Task input -

★ ★ ★ ★ ★ ★ ★

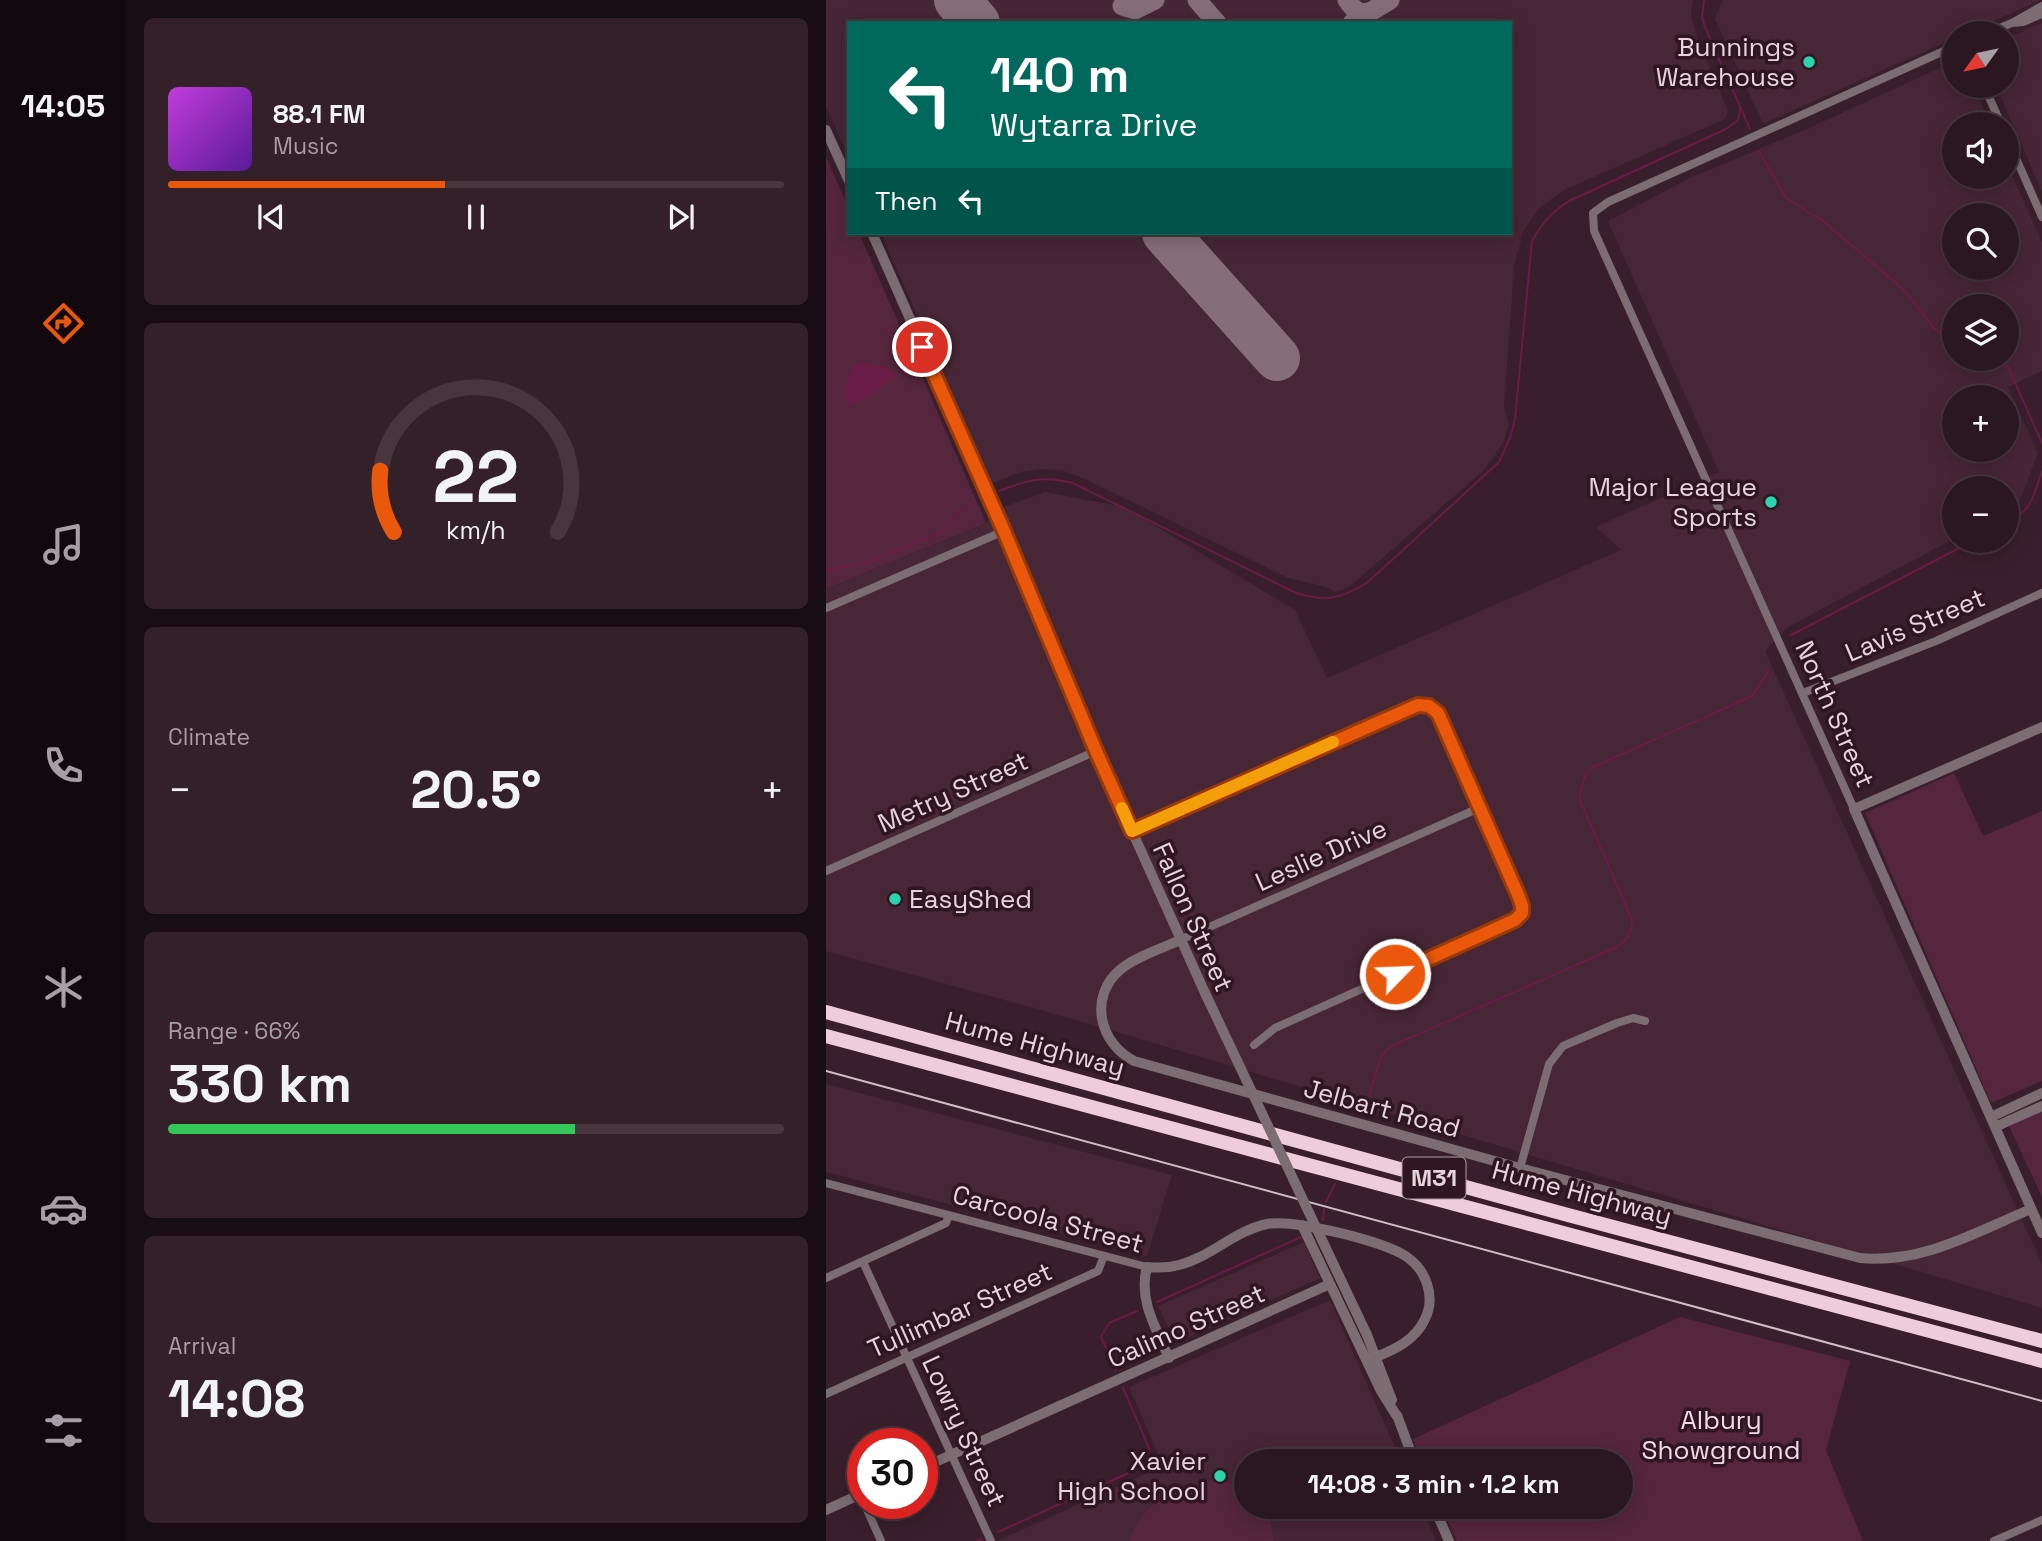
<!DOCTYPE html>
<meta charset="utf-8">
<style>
body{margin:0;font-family:"Space Grotesk",sans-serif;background:#332029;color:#f1f3f6;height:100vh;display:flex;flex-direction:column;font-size:26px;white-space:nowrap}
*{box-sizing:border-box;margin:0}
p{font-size:23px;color:#a69fa5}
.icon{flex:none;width:38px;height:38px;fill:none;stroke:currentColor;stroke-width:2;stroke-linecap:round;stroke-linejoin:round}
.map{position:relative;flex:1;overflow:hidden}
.drawer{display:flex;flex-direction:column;gap:18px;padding:18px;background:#180d12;width:700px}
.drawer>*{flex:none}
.hud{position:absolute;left:21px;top:21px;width:665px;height:214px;border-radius:0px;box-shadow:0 4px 18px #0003,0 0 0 2px #47363e;background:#00695c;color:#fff;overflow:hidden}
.needle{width:46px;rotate:237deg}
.controls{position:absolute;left:1116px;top:21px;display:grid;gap:14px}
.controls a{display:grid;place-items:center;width:77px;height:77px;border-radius:50%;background:#2b1720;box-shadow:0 4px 18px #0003,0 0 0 2px #47363e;font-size:35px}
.speed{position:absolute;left:21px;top:1428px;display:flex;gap:14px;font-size:35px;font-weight:700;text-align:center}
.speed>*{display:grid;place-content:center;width:91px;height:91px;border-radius:50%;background:#2b1720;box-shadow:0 4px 18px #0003,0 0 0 2px #47363e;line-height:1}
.speed .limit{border:10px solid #d22;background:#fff;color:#111}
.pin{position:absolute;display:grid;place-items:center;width:60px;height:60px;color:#fff;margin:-30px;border:4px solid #fff;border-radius:50%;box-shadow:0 2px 7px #0007}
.me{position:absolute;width:77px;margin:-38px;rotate:66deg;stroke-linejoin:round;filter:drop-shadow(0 0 5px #0008)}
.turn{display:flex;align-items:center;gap:24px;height:147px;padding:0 28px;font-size:32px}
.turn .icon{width:91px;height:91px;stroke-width:2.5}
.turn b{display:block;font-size:49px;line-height:60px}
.then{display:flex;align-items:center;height:66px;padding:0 28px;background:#0003;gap:14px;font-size:26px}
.big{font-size:52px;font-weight:600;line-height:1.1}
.drawer .tile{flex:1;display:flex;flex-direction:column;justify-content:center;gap:10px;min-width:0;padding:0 24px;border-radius:10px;background:#332029}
.drawer .dial{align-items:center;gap:0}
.dial svg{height:182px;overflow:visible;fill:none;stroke:#47363e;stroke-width:7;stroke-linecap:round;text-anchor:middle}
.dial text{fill:#f1f3f6;stroke:none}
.song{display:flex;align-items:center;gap:21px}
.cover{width:84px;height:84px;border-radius:10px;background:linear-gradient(135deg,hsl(290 70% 55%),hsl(270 70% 35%))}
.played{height:7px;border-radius:4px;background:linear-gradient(90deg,#ea580c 45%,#47363e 45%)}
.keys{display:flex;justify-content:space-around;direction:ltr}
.heat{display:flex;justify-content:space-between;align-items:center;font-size:38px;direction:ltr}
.charge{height:10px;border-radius:5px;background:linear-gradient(90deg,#34c759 66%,#47363e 0)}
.trip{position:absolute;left:408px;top:1449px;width:399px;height:70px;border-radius:35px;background:#2b1720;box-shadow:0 4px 18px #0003,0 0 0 2px #47363e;font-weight:600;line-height:70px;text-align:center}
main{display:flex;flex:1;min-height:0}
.tab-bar{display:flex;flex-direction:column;width:126px;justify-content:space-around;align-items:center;background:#11090d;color:#a69fa5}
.tab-bar .icon{width:49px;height:49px}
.tab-bar .selected{color:#ea580c}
.tab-bar b{font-size:32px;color:#f1f3f6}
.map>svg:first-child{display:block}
.built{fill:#472635;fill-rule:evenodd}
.green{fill:#55263d}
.water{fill:#691c46}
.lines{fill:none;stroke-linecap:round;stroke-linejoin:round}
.stream{stroke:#691c46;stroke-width:2}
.taxiway{stroke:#856e78;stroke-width:19}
.runway{stroke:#856e78;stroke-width:46}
.minor{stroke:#7b6d72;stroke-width:8}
.tertiary{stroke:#7b6d72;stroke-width:10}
.motorway{stroke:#efccda;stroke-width:14}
.rail{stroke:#d1bec5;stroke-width:2}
.tertiary-bridge{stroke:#7b6d72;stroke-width:10}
.route-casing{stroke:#983908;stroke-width:18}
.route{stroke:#ea580c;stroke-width:12}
.slow{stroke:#f59e0b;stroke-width:12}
.poi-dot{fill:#2bd5ac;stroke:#2f1621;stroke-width:2.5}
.labels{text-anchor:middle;stroke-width:7;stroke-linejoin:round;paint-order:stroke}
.shield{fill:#2f1621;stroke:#b09ca4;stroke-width:2}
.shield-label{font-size:24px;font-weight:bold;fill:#e7d5dc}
.poi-label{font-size:26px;fill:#e7d5dc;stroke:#2f1621;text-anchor:end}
.street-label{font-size:26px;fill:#e7d5dc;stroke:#2f1621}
.park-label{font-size:26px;fill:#f2dae4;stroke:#2f1621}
</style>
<main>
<nav class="tab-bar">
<b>14:05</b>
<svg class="icon selected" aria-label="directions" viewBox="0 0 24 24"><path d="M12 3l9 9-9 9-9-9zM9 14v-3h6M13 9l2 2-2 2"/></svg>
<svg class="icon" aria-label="music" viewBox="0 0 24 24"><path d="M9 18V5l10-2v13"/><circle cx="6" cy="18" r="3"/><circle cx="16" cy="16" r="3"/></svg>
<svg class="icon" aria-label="phone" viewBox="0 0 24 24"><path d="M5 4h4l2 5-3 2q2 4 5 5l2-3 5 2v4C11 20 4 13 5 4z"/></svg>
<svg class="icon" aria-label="climate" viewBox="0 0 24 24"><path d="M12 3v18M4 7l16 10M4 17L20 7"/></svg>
<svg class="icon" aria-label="car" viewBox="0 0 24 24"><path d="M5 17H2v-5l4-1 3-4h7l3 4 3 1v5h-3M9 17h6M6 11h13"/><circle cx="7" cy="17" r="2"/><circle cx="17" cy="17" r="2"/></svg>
<svg class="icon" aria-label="filters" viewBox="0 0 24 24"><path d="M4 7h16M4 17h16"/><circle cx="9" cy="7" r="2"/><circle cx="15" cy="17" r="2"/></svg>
</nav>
<section class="drawer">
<div class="tile">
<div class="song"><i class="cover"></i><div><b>88.1 FM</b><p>Music</p></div></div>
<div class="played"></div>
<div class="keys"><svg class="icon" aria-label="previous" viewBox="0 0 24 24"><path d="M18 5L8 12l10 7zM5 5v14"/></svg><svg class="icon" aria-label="pause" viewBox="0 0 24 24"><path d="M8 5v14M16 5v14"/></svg><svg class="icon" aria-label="next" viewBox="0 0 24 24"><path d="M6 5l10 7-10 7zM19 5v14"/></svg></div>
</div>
<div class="tile dial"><svg viewBox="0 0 100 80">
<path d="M14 69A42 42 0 1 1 86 69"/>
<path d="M14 69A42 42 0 0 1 8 42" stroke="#ea580c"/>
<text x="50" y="56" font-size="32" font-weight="700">22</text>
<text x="50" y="72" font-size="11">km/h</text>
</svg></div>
<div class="tile"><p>Climate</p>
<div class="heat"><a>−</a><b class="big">20.5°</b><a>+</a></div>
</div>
<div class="tile"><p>Range · 66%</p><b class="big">330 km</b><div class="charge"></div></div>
<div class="tile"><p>Arrival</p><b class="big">14:08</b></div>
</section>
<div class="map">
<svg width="1216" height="1541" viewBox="0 0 1216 1541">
<rect width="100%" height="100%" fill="#391f2b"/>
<path class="built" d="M0 0H867L865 15 871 38 902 111 899 119 738 190 713 208 697 232 688 267 678 407 683 424 678 441 668 457 655 473 523 587 509 592 500 587 462 578 257 478 237 471 215 469 194 472 165 484 55 233H684V23H23V158L0 106Z
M897 0H1213V1L1140 33H1129V38L937 124 889 19Z
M1216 23V192L1170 86H1181V38Z
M1129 61V86H1147L1164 124H1129V177H1181V164L1216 242V371L1182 387 1212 453 1193 503 1181 510V488H1129V538L962 627 939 651 1216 1264V1308L247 1019 0 951V589L160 523 180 506 219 492 298 507 469 610 501 678 795 550 770 527 893 472 782 221 864 178 981 129ZM1129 215H1181V268H1129ZM1129 306H1181V359H1129ZM1129 397H1181V450H1129Z
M0 1084 346 1175 321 1256 0 1172Z
M478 1242 494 1278 350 1343 332 1306Z
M504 1300 575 1461H420V1507H595L610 1541H171L337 1466 303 1387Z"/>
<path class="green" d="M0 157 23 209V233H33L160 523 0 589Z
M1128 773 1157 836 1216 811V1081L1165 1103 1039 813Z
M1216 1109V1197L1182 1124Z
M854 1317 1024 1361 1000 1450 1037 1541H631L615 1507H794V1461H595L587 1439Z
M381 1481C396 1481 407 1482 420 1489V1507H439L444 1518 448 1541H303C313 1505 348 1489 381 1481Z"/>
<path class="water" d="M37 363 60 367 70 374 69 378 63 380 59 385 29 404 24 405C11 395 24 380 26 366Z"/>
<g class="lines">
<path class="stream" d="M878 0 876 17 879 27 924 129
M933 151 960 198 997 221 1077 289 1108 328 1118 336 1129 340
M1174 359 1183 369 1216 443
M173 491C203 480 215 475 247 483L468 592C499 603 515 599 542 582L673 462 684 438 689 419 706 241C716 223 726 212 743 201L900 129 912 120 914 108
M1181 523C1207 510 1207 496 1216 471
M0 572 6 569 42 563 116 531 132 512 147 504
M965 635 1147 541
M538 1113 555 1056 563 1047 789 948C801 941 806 933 806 920L753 798 760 773 767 767 924 697 928 694 943 670
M500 1202 509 1184
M497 1220 498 1209
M331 1302 475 1237
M290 1371 275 1337 283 1323 311 1311
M172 1532 320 1465 323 1448 297 1388
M151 1541 156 1539"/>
<path class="taxiway" d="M132 0 151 23
M371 0 391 23
M521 0C527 9 533 16 545 11
M296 6 309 10 329 0
M526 23 564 0
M339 233 351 246"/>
<path class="runway" d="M131 0 151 23
M339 233 451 358"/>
<path class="minor" d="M1186 23 1197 22 1216 14
M1161 33 1186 23 1216 6
M1158 86 1175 124
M1181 138 1216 217
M0 608 178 531
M977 693 1110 641 1216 593
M1028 809 768 231 767 213 782 202 1129 46
M306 831 592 705 603 706 612 713 693 897 696 906V913L689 920 449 1028 428 1045
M0 871 270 751
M354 940 653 808
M694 1168 723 1064 737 1046 791 1023 807 1018 819 1021
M0 1183 321 1267
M37 1262 165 1541
M0 1278 120 1223 123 1215
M0 1394 272 1271 278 1256
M38 1503 55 1541
M1168 1541 1216 1520"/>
<path class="tertiary" d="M0 130 23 181
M46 233 178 531 270 751 379 993
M1216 727 1028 809 1216 1233
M354 940C335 949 311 956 295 969 262 996 273 1043 308 1061L694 1168 1034 1258C1096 1264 1150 1232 1205 1209
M1165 1117 1216 1093
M1169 1127 1216 1106
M476 1225 555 1391 572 1418
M541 1335 566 1400
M343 1358C330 1328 312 1300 321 1267 332 1268 342 1268 353 1265 385 1257 408 1231 441 1224 468 1219 558 1241 581 1257 600 1270 610 1297 599 1319 589 1340 570 1349 550 1357
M571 1415 588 1461
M96 1468 504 1284
M608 1507 623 1541
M0 1510 37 1493"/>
<path class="motorway" d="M0 1012 742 1215 1216 1341
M0 1036 1216 1361"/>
<path class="rail" d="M0 1071 1216 1401"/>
<path class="tertiary-bridge" d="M379 993 541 1335"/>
</g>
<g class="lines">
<defs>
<path id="route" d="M96 347 178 531 270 751 306 831 592 705 603 706 612 713 693 897 696 906V913L689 920 569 974"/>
</defs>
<use href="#route" class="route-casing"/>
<use href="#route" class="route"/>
<path class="slow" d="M296 808 306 831 507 742"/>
</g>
<g class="poi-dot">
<circle cx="983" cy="62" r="7"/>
<circle cx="945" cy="502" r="7"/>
<circle cx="69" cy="899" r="7"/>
<circle cx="394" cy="1476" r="7"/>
</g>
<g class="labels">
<rect class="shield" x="576.5" y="1157.5" width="63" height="41" rx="5"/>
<g class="shield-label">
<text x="608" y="1186">M31</text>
</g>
<g class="poi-label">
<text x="969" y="56">Bunnings<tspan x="969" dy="30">Warehouse</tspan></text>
<text x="931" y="496">Major League<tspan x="931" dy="30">Sports</tspan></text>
<text x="83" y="908" text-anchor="start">EasyShed</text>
<text x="380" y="1470">Xavier<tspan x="380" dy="30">High School</tspan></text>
</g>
<g class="street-label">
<text transform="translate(1089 625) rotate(-23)" y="9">Lavis Street</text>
<text transform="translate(1009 714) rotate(66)" y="9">North Street</text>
<text transform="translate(127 792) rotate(-24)" y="9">Metry Street</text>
<text transform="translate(495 855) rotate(-24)" y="9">Leslie Drive</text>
<text transform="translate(367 917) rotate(66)" y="9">Fallon Street</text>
<text transform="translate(209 1044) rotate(15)" y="9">Hume Highway</text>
<text transform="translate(556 1108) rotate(15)" y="9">Jelbart Road</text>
<text transform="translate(756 1193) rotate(15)" y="9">Hume Highway</text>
<text transform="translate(222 1219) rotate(15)" y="9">Carcoola Street</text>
<text transform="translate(134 1310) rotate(-24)" y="9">Tullimbar Street</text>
<text transform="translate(360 1326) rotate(-24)" y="9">Calimo Street</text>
<text transform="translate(138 1431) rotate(65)" y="9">Lowry Street</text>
</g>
<g class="park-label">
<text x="895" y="1429">Albury<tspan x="895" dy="30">Showground</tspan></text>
</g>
</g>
</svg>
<div class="controls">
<a><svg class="needle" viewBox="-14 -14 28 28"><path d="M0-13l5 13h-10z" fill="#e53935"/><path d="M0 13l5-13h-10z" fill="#a69fa5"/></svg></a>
<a><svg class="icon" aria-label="sound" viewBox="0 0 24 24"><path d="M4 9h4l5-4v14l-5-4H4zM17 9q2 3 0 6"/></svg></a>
<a><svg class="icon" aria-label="search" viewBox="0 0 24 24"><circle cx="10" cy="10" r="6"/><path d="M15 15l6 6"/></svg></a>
<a><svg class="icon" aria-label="layers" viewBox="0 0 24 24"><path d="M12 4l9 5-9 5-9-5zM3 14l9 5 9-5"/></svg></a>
<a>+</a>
<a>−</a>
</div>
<div class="speed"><div class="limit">30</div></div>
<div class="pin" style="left:96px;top:347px;background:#d93025"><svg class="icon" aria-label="arrive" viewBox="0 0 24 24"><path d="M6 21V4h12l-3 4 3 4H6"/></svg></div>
<svg class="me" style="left:569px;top:974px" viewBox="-20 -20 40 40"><circle r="17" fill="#ea580c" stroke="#fff" stroke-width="3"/><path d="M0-11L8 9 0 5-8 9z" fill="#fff"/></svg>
<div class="trip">14:08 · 3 min · 1.2 km</div>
<div class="hud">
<div class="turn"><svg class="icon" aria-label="left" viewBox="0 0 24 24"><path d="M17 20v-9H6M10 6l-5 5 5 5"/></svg><div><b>140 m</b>Wytarra Drive</div></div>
<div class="then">Then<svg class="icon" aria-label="left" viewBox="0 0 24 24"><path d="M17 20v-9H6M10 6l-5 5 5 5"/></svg></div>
</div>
</div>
</main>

★ ★ ★ ★ ★ ★ ★

Instructions for the task -
Look through the material above. Copy each line where the word "place" appears.

Worked solution -
.controls a{display:grid;place-items:center;width:77px;height:77px;border-radius:50%;background:#2b1720;box-shadow:0 4px 18px #0003,0 0 0 2px #47363e;font-size:35px}
.speed>*{display:grid;place-content:center;width:91px;height:91px;border-radius:50%;background:#2b1720;box-shadow:0 4px 18px #0003,0 0 0 2px #47363e;line-height:1}
.pin{position:absolute;display:grid;place-items:center;width:60px;height:60px;color:#fff;margin:-30px;border:4px solid #fff;border-radius:50%;box-shadow:0 2px 7px #0007}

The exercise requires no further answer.